All of the initial words are mapped to their associated similar word in thesaurus
.
The initial words are the keys, and the similar words are the values.
The next step is to ask the user what word they want to know similar word(s) of:
import sys
print('Welcome to the thesaurus!')
print('What word would you like to know about?')
word = sys.stdin.readline().strip()
We should be faimiliar with this technique for reading in information.
Now let’s look up the word in the dictionary and see what we know about it.
if word in thesaurus:
print('Similar word(s) to "' + word + '": ' + thesaurus[word])
else:
print('Unable to find similar words to "' + word + '"')
Putting it all together, the program looks like:
###
### Author: Benjamin Dicken
### Description:
### This program reads in a thesaurus database, and provides an interface
### for users to request information about words in the database.
###
thesaurus = {}
f = open('/tmp/thesaurus-db.txt', 'r')
for line in f:
sp = line.split(' | ')
initial_word = sp[0].strip()
similar_word = sp[1].strip()
thesaurus[initial_word] = similar_word
import sys
print('Welcome to the thesaurus!')
print('What word would you like to know about?')
word = sys.stdin.readline().strip()
if word in thesaurus:
print('Similar word(s) to "' + word + '": ' + thesaurus[word])
else:
print('Unable to find similar words to "' + word + '"')
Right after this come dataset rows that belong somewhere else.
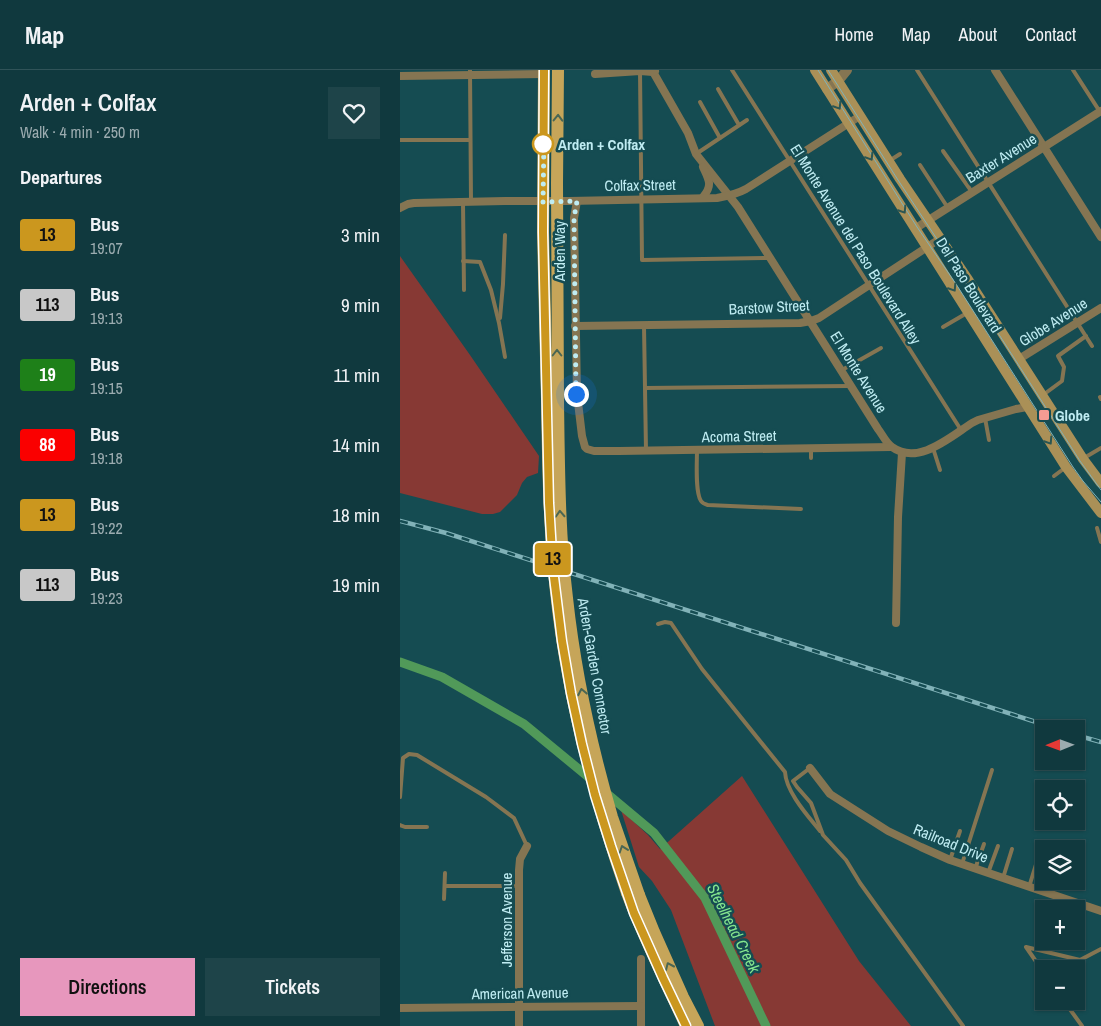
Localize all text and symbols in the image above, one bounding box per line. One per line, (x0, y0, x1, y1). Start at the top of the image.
text: Map (25, 19, 64, 51)
text: Home (834, 22, 874, 47)
text: Map (902, 22, 931, 47)
text: About (959, 22, 997, 47)
text: Contact (1025, 22, 1076, 47)
text: Arden + Colfax (20, 86, 157, 118)
button: heart (328, 87, 380, 139)
one-way arrow (831, 101, 841, 110)
one-way arrow (553, 113, 563, 121)
text: Walk · 4 min · 250 m (20, 121, 140, 143)
street label: Baxter Avenue (962, 128, 1041, 188)
marker: Arden + Colfax (532, 133, 554, 155)
place label: Arden + Colfax (558, 134, 645, 155)
street label: El Monte Avenue del Paso Boulevard Alley (786, 140, 927, 349)
one-way arrow (864, 152, 873, 161)
text: Departures (20, 164, 102, 190)
street label: Colfax Street (604, 174, 676, 196)
one-way arrow (897, 204, 907, 213)
text: Bus (90, 211, 119, 237)
street label: Arden Way (549, 220, 570, 282)
text: 13 (39, 222, 56, 247)
text: 3 min (341, 222, 380, 248)
street label: Del Paso Boulevard (931, 233, 1007, 337)
text: 19:07 (90, 237, 123, 259)
text: Bus (90, 281, 119, 307)
one-way arrow (947, 283, 957, 292)
text: 113 (36, 292, 59, 317)
text: 9 min (341, 292, 380, 318)
street label: Globe Avenue (1015, 293, 1091, 351)
street label: Barstow Street (728, 294, 810, 320)
text: 19:13 (90, 307, 123, 329)
street label: El Monte Avenue (826, 327, 893, 417)
one-way arrow (552, 349, 562, 356)
text: Bus (90, 351, 119, 377)
text: 19 (39, 362, 56, 387)
text: 11 min (334, 362, 380, 388)
text: 19:15 (90, 377, 123, 399)
your location (564, 382, 589, 407)
place label: Globe (1055, 405, 1090, 426)
marker: Globe (1037, 408, 1051, 422)
text: Bus (90, 421, 119, 447)
street label: Acoma Street (701, 425, 777, 447)
text: 88 (39, 432, 56, 457)
text: 14 min (332, 432, 380, 458)
one-way arrow (1043, 435, 1052, 445)
text: 19:18 (90, 447, 123, 469)
text: Bus (90, 491, 119, 517)
text: 13 (39, 502, 56, 527)
text: 18 min (332, 502, 380, 528)
one-way arrow (555, 510, 566, 518)
text: 19:22 (90, 517, 123, 539)
line badge: 13 (530, 543, 576, 575)
text: 13 (545, 546, 561, 571)
text: Bus (90, 561, 119, 587)
text: 113 (36, 572, 59, 597)
text: 19 min (332, 572, 380, 598)
text: 19:23 (90, 587, 123, 609)
street label: Arden-Garden Connector (572, 595, 617, 736)
one-way arrow (577, 688, 587, 697)
north arrow (1035, 720, 1085, 770)
map controls (1035, 720, 1085, 1010)
button: locate (1035, 780, 1085, 830)
street label: Railroad Drive (910, 818, 992, 868)
button: layers (1035, 840, 1085, 890)
one-way arrow (619, 846, 629, 854)
street label: Jefferson Avenue (496, 873, 517, 967)
water label: Steelhead Creek (702, 879, 766, 977)
button: + (1035, 900, 1085, 950)
button: Directions (20, 958, 195, 1016)
button: Tickets (205, 958, 380, 1016)
button: − (1035, 960, 1085, 1010)
one-way arrow (665, 962, 676, 971)
street label: American Avenue (470, 982, 569, 1004)

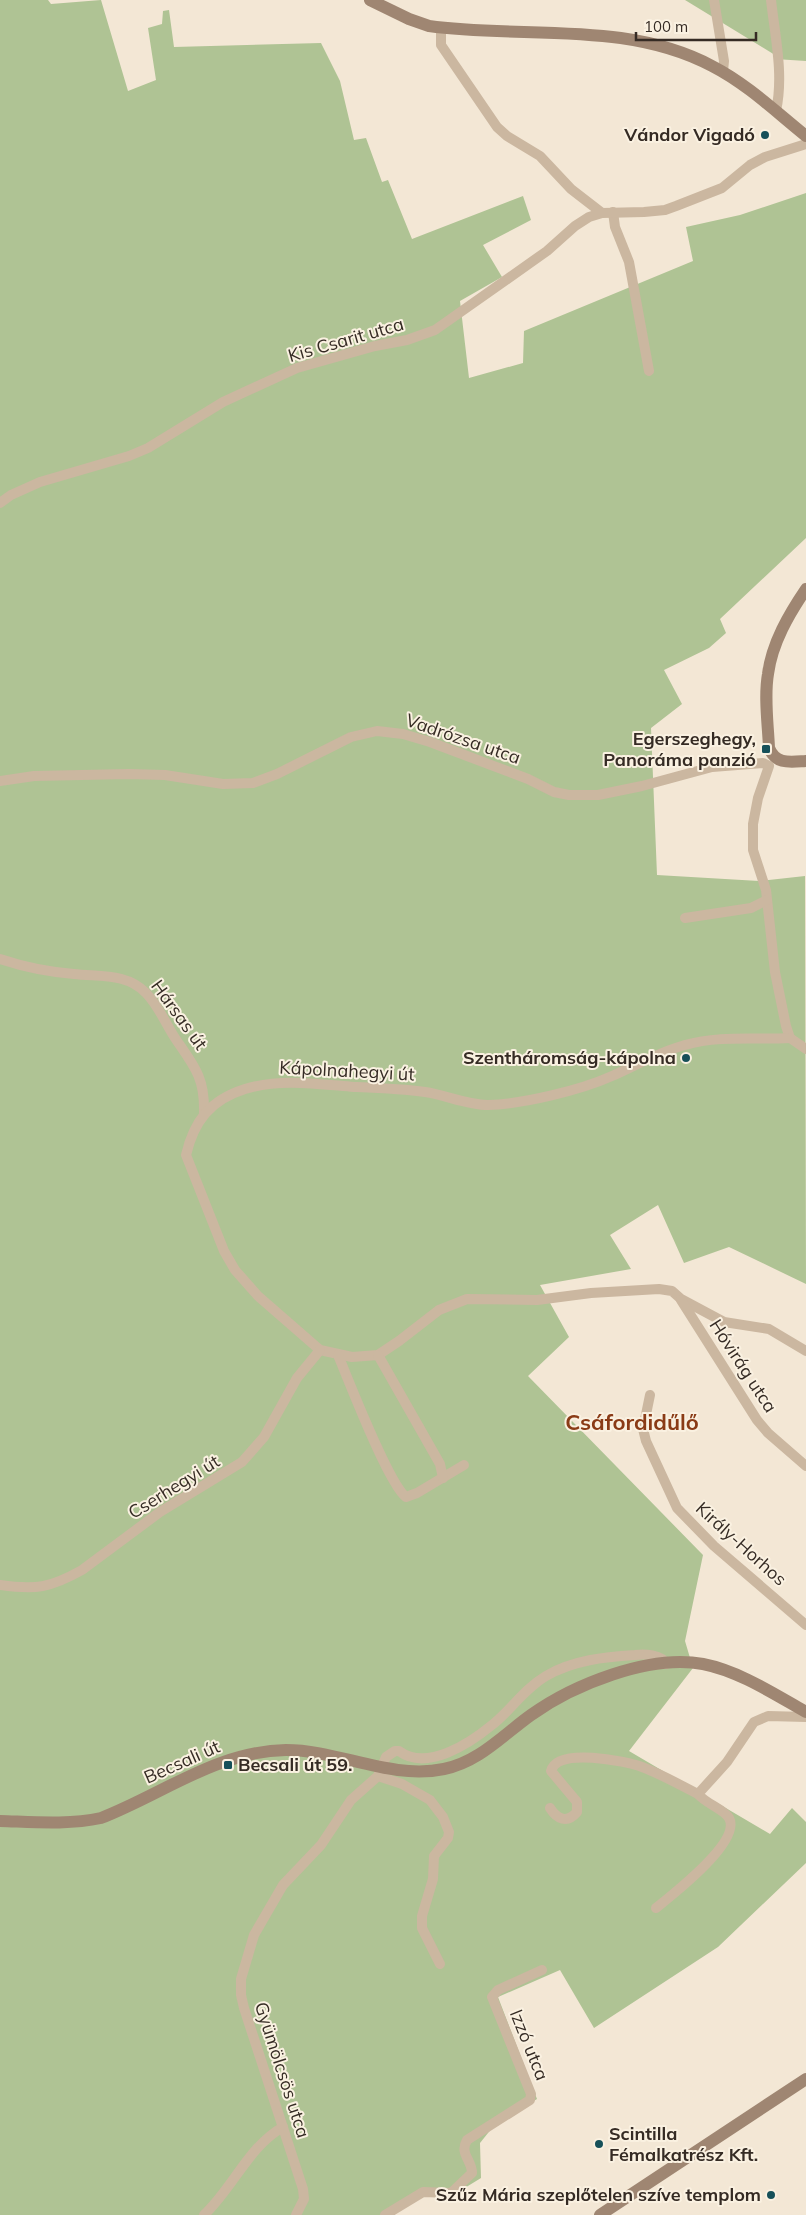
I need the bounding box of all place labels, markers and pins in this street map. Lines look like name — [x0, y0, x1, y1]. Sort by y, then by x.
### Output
place label: Vándor Vigadó — [623, 123, 755, 146]
marker: Vándor Vigadó — [759, 129, 771, 141]
place label: Egerszeghegy, Panoráma panzió — [603, 727, 756, 771]
marker: Egerszeghegy, Panoráma panzió — [760, 743, 772, 755]
place label: Szentháromság-kápolna — [463, 1046, 676, 1069]
marker: Szentháromság-kápolna — [680, 1052, 692, 1064]
place label: Becsali út 59. — [238, 1753, 352, 1776]
marker: Becsali út 59. — [222, 1759, 234, 1771]
place label: Scintilla Fémalkatrész Kft. — [609, 2122, 758, 2166]
marker: Scintilla Fémalkatrész Kft. — [593, 2138, 605, 2150]
place label: Szűz Mária szeplőtelen szíve templom — [436, 2183, 761, 2206]
marker: Szűz Mária szeplőtelen szíve templom — [765, 2189, 777, 2201]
After doing a few test runs, this seems to work well:
$ python3 thesaurus.py
Welcome to the thesaurus!
What word would you like to know about?
fast
Similar word(s) to "fast": speedy
$ python3 thesaurus.py
Welcome to the thesaurus!
What word would you like to know about?
dark
Similar word(s) to "dark": dim
$ python3 thesaurus.py
Welcome to the thesaurus!
What word would you like to know about?
dinosoar
Unable to find similar words to "dinosoar"
This program is great, and works well. However, a thesaurus that only suggests one similar word isn’t super useful. Let’s make some changes to this program which will give it the ability to suggust any number of similar words.
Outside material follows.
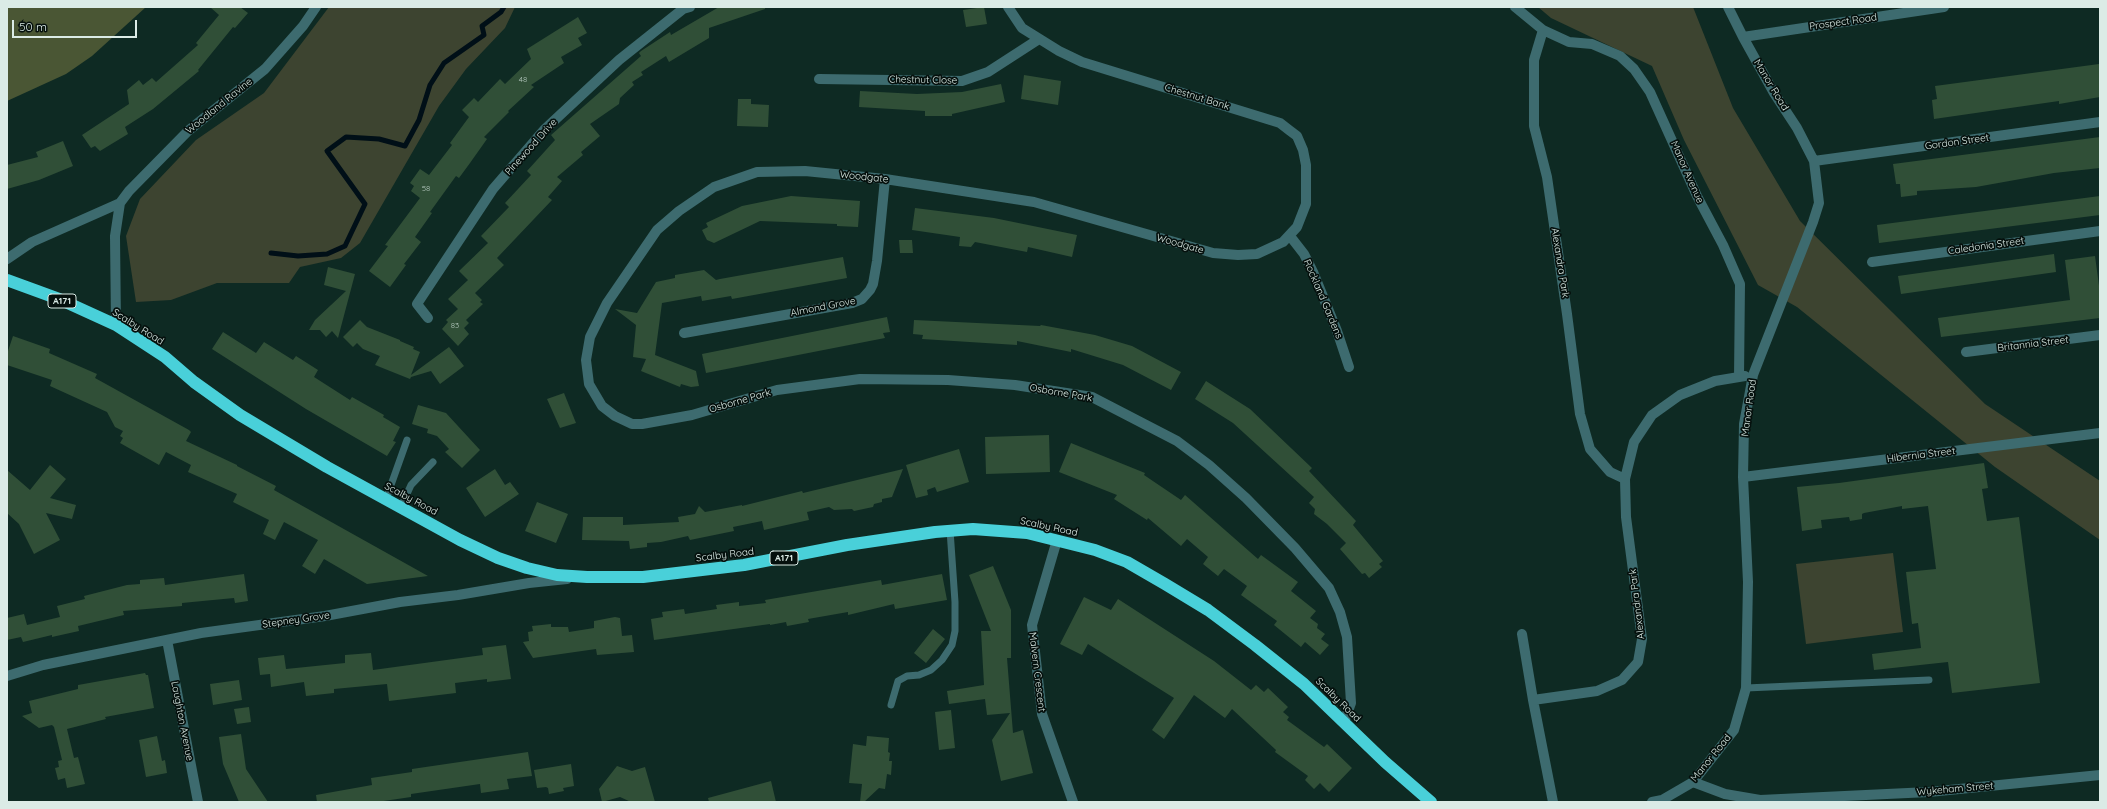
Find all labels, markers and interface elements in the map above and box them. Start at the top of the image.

For starters, the format of the input file needs to be changed
Again, each thesaurus entry will be on it’s own line.
The initial word will come first, followed by a |
.
After the |
, the list of similar words will be separated by commas.
For example:
dark | dim,dull,dusk
small | tiny,little,mini,compact
happy | delighted,cheerful
fast | speedy,rapid,brisk,swift,agile
cheap | bargain,economical
We also need to change the way we parse this file when reading it and saving it into the thesaurus
dictionary.
Previously, we have mapped the initial word (a string) to the similar word (also a string), but now we need to map a the initial word to multiple words.
To accomplish this, we will map each initial word to a list of words.
f = open('/tmp/thesaurus-db.txt', 'r')
for line in f:
sp = line.split(' | ')
initial_word = sp[0].strip()
similar_words = sp[1].strip().split(',')
thesaurus[initial_word] = similar_words
Notice the differences between this code and the previous version.
Next, read in a word request, the same exact way we did before.
The retreival/printing also needs to be modified so that it can report multiple similar words:
if word in thesaurus:
print('Similar word(s) to "' + word + '": ')
for similar_word in thesaurus[word]:
print(' ' + similar_word)
else:
print('Unable to find similar words to "' + word + '"')
Putting it all together looks similar:
###
### Author: Benjamin Dicken
### Description:
### This program reads in a thesaurus database, and provides an interface
### for users to request information about words in the database.
###
thesaurus = {}
f = open('/tmp/thesaurus-db.txt', 'r')
for line in f:
sp = line.split(' | ')
initial_word = sp[0].strip()
similar_words = sp[1].strip().split(',')
thesaurus[initial_word] = similar_words
import sys
print('Welcome to the thesaurus!')
print('What word would you like to know about?')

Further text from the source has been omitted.